Début de la première difficulté dans le Collada de ferreroles. La montée est dure mais adoucie par la vue magnifique et un temps idéal. L'avantage d'avoir le Prénom en tête de dossard c'est qu'on a la sensation que tout le monde connait tout le monde... On court presque en famille dans ce trail international. Et pour baragouiner une langue qu'on ne connait pas, quand on a été bercé par les cartoons de speedy Gonzales, on improvise et ça donne ça!

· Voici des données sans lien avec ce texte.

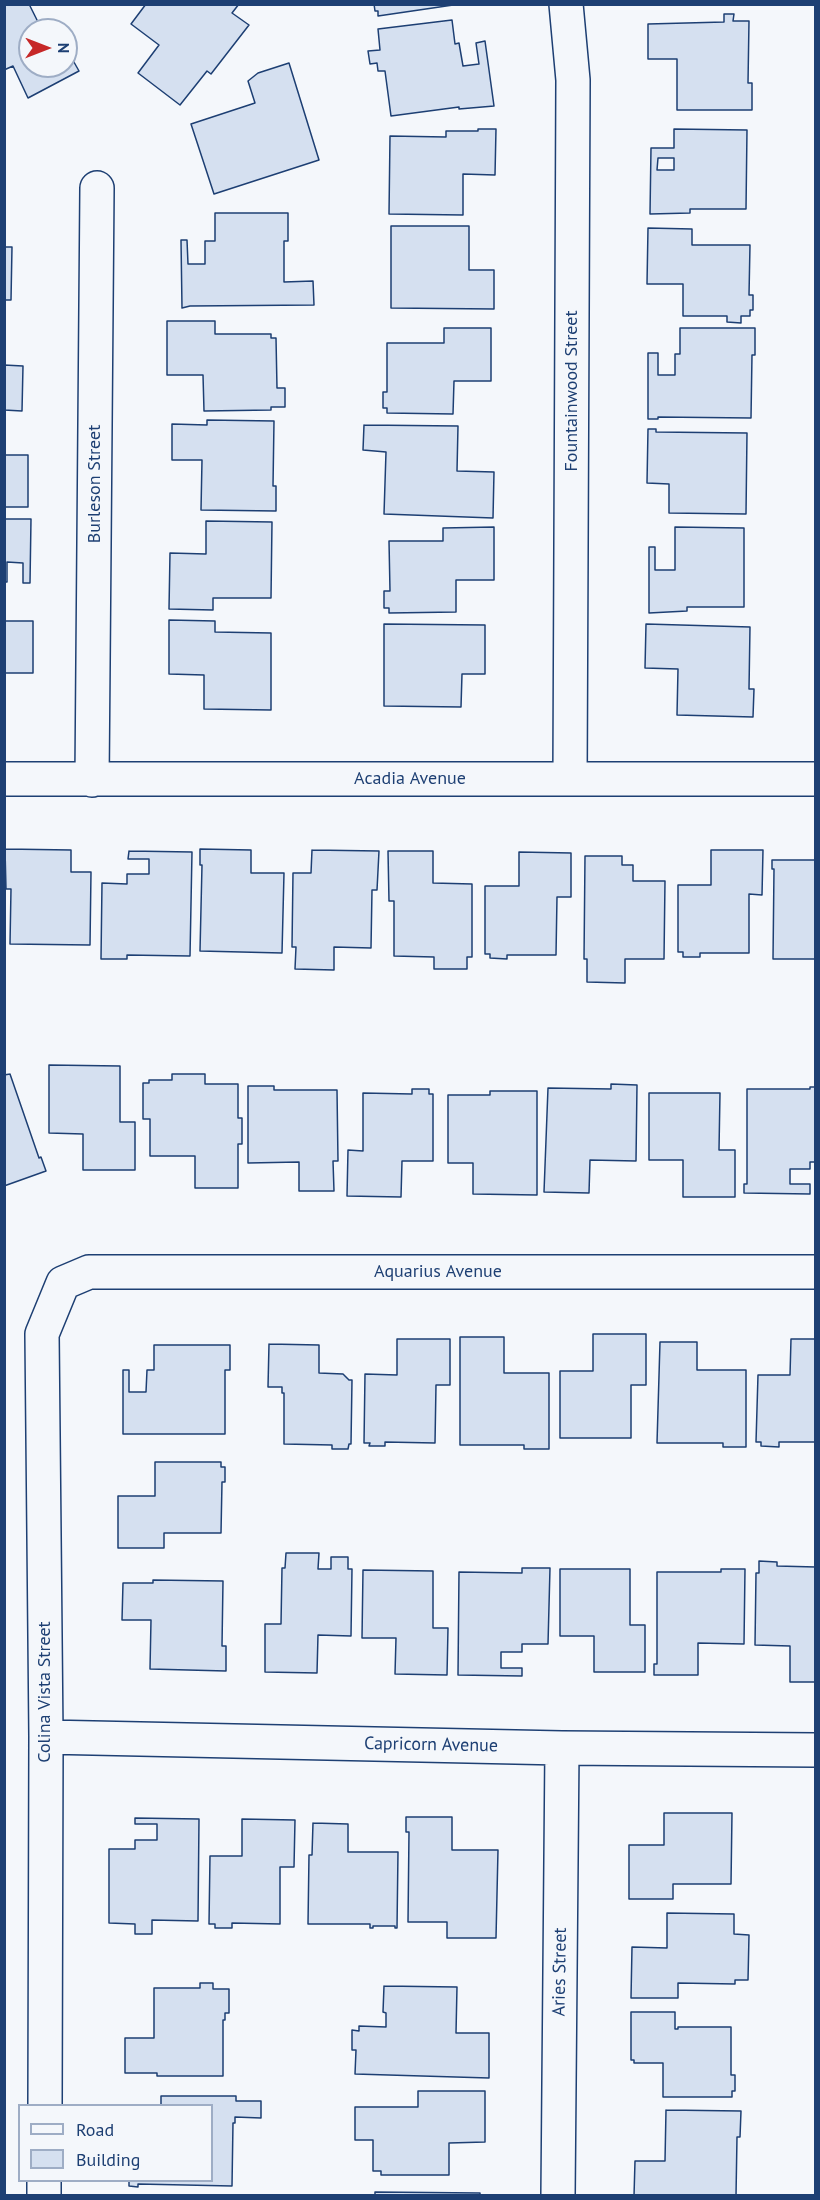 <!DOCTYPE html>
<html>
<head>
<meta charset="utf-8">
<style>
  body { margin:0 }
  #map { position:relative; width:820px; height:2200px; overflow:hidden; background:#f4f7fb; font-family:"PT Sans",sans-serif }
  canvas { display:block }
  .frame { position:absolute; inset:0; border:6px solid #1d3f73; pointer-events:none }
  .legend { position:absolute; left:18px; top:2104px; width:195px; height:78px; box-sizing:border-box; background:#f4f7fb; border:2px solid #9eadc5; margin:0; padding:8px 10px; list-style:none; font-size:18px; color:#1d3f73 }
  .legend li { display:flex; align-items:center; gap:12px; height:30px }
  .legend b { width:30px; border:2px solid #9eadc5 }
  .north { position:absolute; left:18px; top:18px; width:60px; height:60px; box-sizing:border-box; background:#f4f7fb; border:2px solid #9eadc5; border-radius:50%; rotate:90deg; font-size:16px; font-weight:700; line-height:24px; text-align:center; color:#1d3f73 }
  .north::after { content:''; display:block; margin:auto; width:21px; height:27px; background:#c62828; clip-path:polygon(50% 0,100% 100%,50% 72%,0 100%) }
</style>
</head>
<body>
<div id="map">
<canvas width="820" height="2200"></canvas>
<div class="frame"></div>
<ul class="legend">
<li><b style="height:8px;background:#f4f7fb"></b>Road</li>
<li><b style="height:16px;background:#d5e0f0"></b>Building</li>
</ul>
<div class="north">N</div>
</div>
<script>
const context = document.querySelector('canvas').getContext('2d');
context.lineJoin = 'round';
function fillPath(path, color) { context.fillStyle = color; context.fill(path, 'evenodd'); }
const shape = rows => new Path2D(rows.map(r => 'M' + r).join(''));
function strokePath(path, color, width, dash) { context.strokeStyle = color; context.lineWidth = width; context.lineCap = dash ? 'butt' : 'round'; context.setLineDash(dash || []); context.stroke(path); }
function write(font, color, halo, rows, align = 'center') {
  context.font = font + ' "PT Sans",sans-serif'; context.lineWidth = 4.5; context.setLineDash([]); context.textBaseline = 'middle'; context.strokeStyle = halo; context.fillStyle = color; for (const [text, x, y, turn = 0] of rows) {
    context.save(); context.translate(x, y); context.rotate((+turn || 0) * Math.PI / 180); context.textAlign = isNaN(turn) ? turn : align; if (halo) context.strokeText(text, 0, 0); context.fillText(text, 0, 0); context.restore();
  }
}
const building = shape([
  [4,4,29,4,42,30,30,30,30,66,66,66,66,48,79,71,28,98,13,66,4,70,4,4],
  [146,4,239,4,232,13,249,25,211,74,207,71,180,105,138,73,159,45,131,24,146,4],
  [374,4,460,4,378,16,378,11,375,11,374,4],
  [724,14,734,14,733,21,749,21,748,83,752,83,752,110,677,110,677,59,648,59,648,24,724,22,724,14],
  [452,20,455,44,459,43,463,66,479,64,476,43,485,41,494,106,459,109,459,107,391,116,385,71,378,71,377,63,370,64,368,51,380,50,378,29,452,20],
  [289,63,319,160,214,194,191,124,255,103,248,81,258,73,289,63],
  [478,129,496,129,495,175,463,174,463,215,389,214,390,136,446,137,446,131,478,131,478,129],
  [674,129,747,130,746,209,690,209,690,213,650,214,651,148,674,148,674,129],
  [658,158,674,158,674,170,657,170,658,158],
  [215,213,288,213,288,241,284,241,284,282,313,281,314,305,190,306,182,308,181,240,187,240,188,264,205,264,205,241,215,241,215,213],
  [391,226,469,226,469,270,494,270,494,309,391,308,391,226],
  [648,228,692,229,692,245,750,245,749,295,753,295,753,310,750,310,750,316,741,316,741,323,727,322,727,316,683,316,683,284,647,284,648,228],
  [4,247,12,247,11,300,4,300,4,247],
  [167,321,215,321,215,334,271,334,271,338,276,338,277,388,285,388,285,407,271,407,271,410,204,411,203,375,167,375,167,321],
  [444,328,491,328,491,381,454,381,453,414,387,413,387,408,383,408,383,392,387,392,387,343,444,343,444,328],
  [680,328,755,328,755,355,752,355,751,418,658,417,658,419,648,419,648,353,658,353,658,375,675,375,675,354,680,354,680,328],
  [4,365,23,366,22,411,4,410,4,365],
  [207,420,274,421,273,486,276,486,276,511,201,510,202,460,172,460,172,424,207,425,207,420],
  [364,425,458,426,457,471,494,472,493,518,384,514,386,452,363,450,364,425],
  [648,429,656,429,656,432,747,433,746,514,669,513,669,484,647,483,648,429],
  [4,455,28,455,28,507,4,507,4,455],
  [4,519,31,519,30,583,23,583,23,563,7,562,7,582,4,582,4,519],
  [206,521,272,522,271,598,213,598,213,610,169,609,170,553,206,554,206,521],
  [494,527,494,580,456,580,456,612,389,613,389,608,384,608,384,591,390,591,389,541,443,541,443,528,494,527],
  [675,527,744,528,744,607,687,607,687,611,649,613,649,547,655,547,655,570,675,570,675,527],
  [169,620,215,621,215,632,271,633,271,710,204,709,204,675,169,674,169,620],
  [4,621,33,621,33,673,4,673,4,621],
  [384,624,485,625,485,674,462,674,461,707,384,706,384,624],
  [646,624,750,627,749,689,754,689,753,717,677,715,678,669,645,668,646,624],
  [5,849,71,850,71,872,91,872,90,945,10,944,11,889,6,889,5,849],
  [200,849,251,850,251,873,284,873,282,953,200,951,202,865,200,865,200,849],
  [312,850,379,851,377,890,372,890,371,948,334,947,334,970,295,969,296,947,292,947,293,873,311,873,312,850],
  [711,850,763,850,762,895,749,894,749,953,700,953,700,957,683,957,683,952,678,952,678,885,711,885,711,850],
  [129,851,192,852,190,956,127,955,127,959,101,959,102,883,127,884,127,874,149,874,149,859,128,859,129,851],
  [388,851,433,851,433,883,472,884,472,957,467,957,467,969,434,969,434,957,394,956,394,901,389,901,388,851],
  [519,852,571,853,571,897,557,897,556,955,507,955,507,959,490,958,490,954,485,954,485,886,519,886,519,852],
  [585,856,622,856,622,865,633,865,633,881,665,881,664,959,625,959,625,983,587,982,587,959,584,959,585,856],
  [772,860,816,860,816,959,773,959,774,869,772,869,772,860],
  [49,1065,120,1066,120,1122,135,1122,135,1170,83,1170,83,1134,49,1133,49,1065],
  [10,1074,39,1158,41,1157,46,1171,4,1186,4,1075,10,1074],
  [172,1074,205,1074,205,1084,238,1084,238,1118,242,1118,242,1144,238,1144,238,1188,195,1188,195,1156,150,1156,150,1119,143,1119,143,1083,149,1083,149,1080,172,1080,172,1074],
  [611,1084,637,1085,636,1161,590,1160,589,1193,544,1192,548,1088,611,1089,611,1084],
  [248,1086,274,1086,274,1090,337,1090,338,1161,333,1161,334,1191,299,1191,299,1162,248,1163,248,1086],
  [810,1087,816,1087,816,1162,810,1162,810,1169,790,1169,790,1184,810,1184,810,1194,744,1193,744,1184,747,1184,747,1089,810,1089,810,1087],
  [412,1089,429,1089,429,1094,433,1094,433,1161,402,1161,401,1197,347,1196,348,1150,363,1151,363,1093,412,1094,412,1089],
  [490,1091,537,1091,537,1195,473,1194,473,1163,448,1163,448,1095,490,1095,490,1091],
  [649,1093,720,1093,719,1150,735,1150,735,1197,683,1197,683,1160,649,1160,649,1093],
  [593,1334,646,1334,646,1385,631,1385,631,1438,560,1438,560,1371,593,1371,593,1334],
  [460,1337,504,1337,504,1373,549,1373,549,1449,524,1449,524,1445,460,1445,460,1337],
  [397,1339,450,1339,450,1385,436,1385,435,1443,385,1442,385,1446,369,1446,370,1443,364,1443,365,1374,397,1375,397,1339],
  [791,1339,816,1339,816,1442,779,1442,779,1447,761,1446,761,1442,756,1442,758,1375,790,1375,791,1339],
  [660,1342,697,1342,697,1370,746,1370,746,1447,723,1447,723,1443,657,1443,660,1342],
  [269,1344,319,1345,319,1373,343,1374,349,1380,352,1380,351,1444,349,1444,348,1449,332,1449,332,1445,284,1444,284,1393,282,1393,282,1387,268,1387,269,1344],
  [154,1345,230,1345,230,1370,225,1370,225,1434,123,1434,123,1370,129,1370,129,1392,146,1392,147,1370,154,1370,154,1345],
  [155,1462,221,1462,221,1467,225,1467,225,1482,222,1482,221,1533,164,1533,164,1548,118,1548,118,1496,155,1496,155,1462],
  [286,1553,319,1553,318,1569,331,1569,331,1557,348,1557,348,1569,352,1569,351,1636,318,1635,317,1673,265,1672,265,1624,281,1624,282,1568,285,1568,286,1553],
  [759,1561,777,1562,777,1566,816,1567,816,1682,790,1682,790,1646,755,1645,756,1573,759,1573,759,1561],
  [522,1568,550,1568,548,1644,522,1644,522,1652,501,1652,501,1668,522,1668,522,1676,458,1675,459,1572,522,1573,522,1568],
  [560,1569,630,1569,630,1625,645,1625,645,1672,594,1672,594,1636,560,1636,560,1569],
  [721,1569,745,1569,744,1644,698,1643,698,1675,654,1675,654,1664,657,1664,657,1572,721,1572,721,1569],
  [363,1570,433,1571,433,1628,448,1628,447,1675,395,1674,396,1638,362,1638,363,1570],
  [153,1580,223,1581,222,1646,226,1646,226,1671,150,1669,151,1620,122,1620,123,1583,153,1583,153,1580],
  [664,1813,732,1813,731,1884,673,1884,673,1899,629,1899,629,1845,664,1845,664,1813],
  [406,1817,452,1817,452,1850,498,1850,496,1938,447,1938,447,1922,408,1922,409,1832,406,1832,406,1817],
  [135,1818,199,1819,198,1921,152,1920,152,1934,135,1934,135,1924,109,1923,109,1849,135,1849,135,1840,157,1840,157,1824,135,1824,135,1818],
  [242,1819,295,1820,294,1867,280,1867,280,1924,232,1923,232,1928,215,1928,215,1924,209,1924,210,1856,242,1856,242,1819],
  [313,1823,348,1824,348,1852,398,1852,397,1928,395,1928,395,1926,373,1926,373,1928,370,1928,370,1924,308,1924,309,1855,312,1855,313,1823],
  [667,1913,734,1914,734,1934,749,1935,748,1980,735,1980,735,1984,678,1983,678,1998,631,1998,632,1947,667,1948,667,1913],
  [200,1983,213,1983,213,1989,229,1989,229,2013,225,2013,225,2020,223,2020,223,2076,157,2076,157,2073,125,2073,125,2038,154,2038,154,1988,200,1988,200,1983],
  [384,1986,457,1987,456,2033,489,2033,489,2078,355,2074,356,2050,352,2050,352,2030,359,2031,359,2026,386,2027,386,2013,383,2012,384,1986],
  [631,2012,675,2012,675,2029,678,2029,678,2027,731,2027,731,2075,735,2075,735,2091,732,2091,732,2097,663,2097,663,2063,634,2063,634,2060,631,2060,631,2012],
  [418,2091,485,2091,485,2142,449,2143,449,2175,381,2175,381,2171,373,2171,373,2140,355,2140,355,2107,418,2107,418,2091],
  [161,2096,236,2096,236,2101,261,2101,261,2118,235,2117,235,2123,233,2123,232,2186,138,2184,138,2187,129,2186,129,2180,212,2180,212,2106,161,2106,161,2096],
  [666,2110,741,2111,740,2137,737,2137,736,2196,634,2196,635,2161,665,2161,666,2110],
  [375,2192,480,2193,480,2196,375,2196,375,2192]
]);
fillPath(building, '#d5e0f0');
strokePath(building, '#1d3f73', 1.5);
const minor = shape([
  [566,4,573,80,570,779],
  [4,779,816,779],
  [92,780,97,188],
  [46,1737,562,1748,816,1750],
  [45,2106,46,1737,42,1334,63,1283,89,1272,816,1272],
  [44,2196,44,2180],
  [558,2196,562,1748]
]);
strokePath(minor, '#1d3f73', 36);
strokePath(minor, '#f4f7fb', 33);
write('18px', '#1d3f73', '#f4f7fb', [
  ["Fountainwood Street",572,391,-90],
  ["Burleson Street",95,484,-90],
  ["Acadia Avenue",410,779],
  ["Aquarius Avenue",438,1272],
  ["Colina Vista Street",45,1692,-90],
  ["Capricorn Avenue",431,1745,1],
  ["Aries Street",560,1972,-89]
]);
</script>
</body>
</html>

Immersion magnifique dans les montagnes andorranes
Le 15 juillet 13h du matin. 5h de course.
Le premier ravito au refuge de Sorteny a été passé depuis 45 minutes et j'attaque la montée vers Portella rialp. Bien que décidé à arrêter de sortir l'appareil photo/vidéo pour éviter de perdre du temps, la vue est trop belle. Sur cette vidéo en aperçoit Jean Pierre. Je ne le sais pas encore mais on se retrouvera régulièrement sur tout le parcours en Yoyo. Il me passera souvent en montée, je le retrouverai régulièrement dans les descentes. On fera course commune dans les rares sentiers en balcon et on dormira au même moment au 2 bases vies du parcours. Je le remercie énormément de m'avoir remotivé quelque part dans la montée du Coll bou mort... J'étais au fond du trou encore une fois, vidé à tous les niveaux, victime de la fatigue, de la chaleur, et de cette pente au pourcentage de fou ou je marchais, je me hissais à bout de bâtons, rouspétant mon impuissance... Merci Jean Pierre de m'avoir donné à ce moment là de ta fraicheur mental et beaucoup de lucidité sur l'analyse des délais sur la fin du parcours.
Englouti, presque déjà noyé
Le 15 juillet 17h du matin. 9h de course environ.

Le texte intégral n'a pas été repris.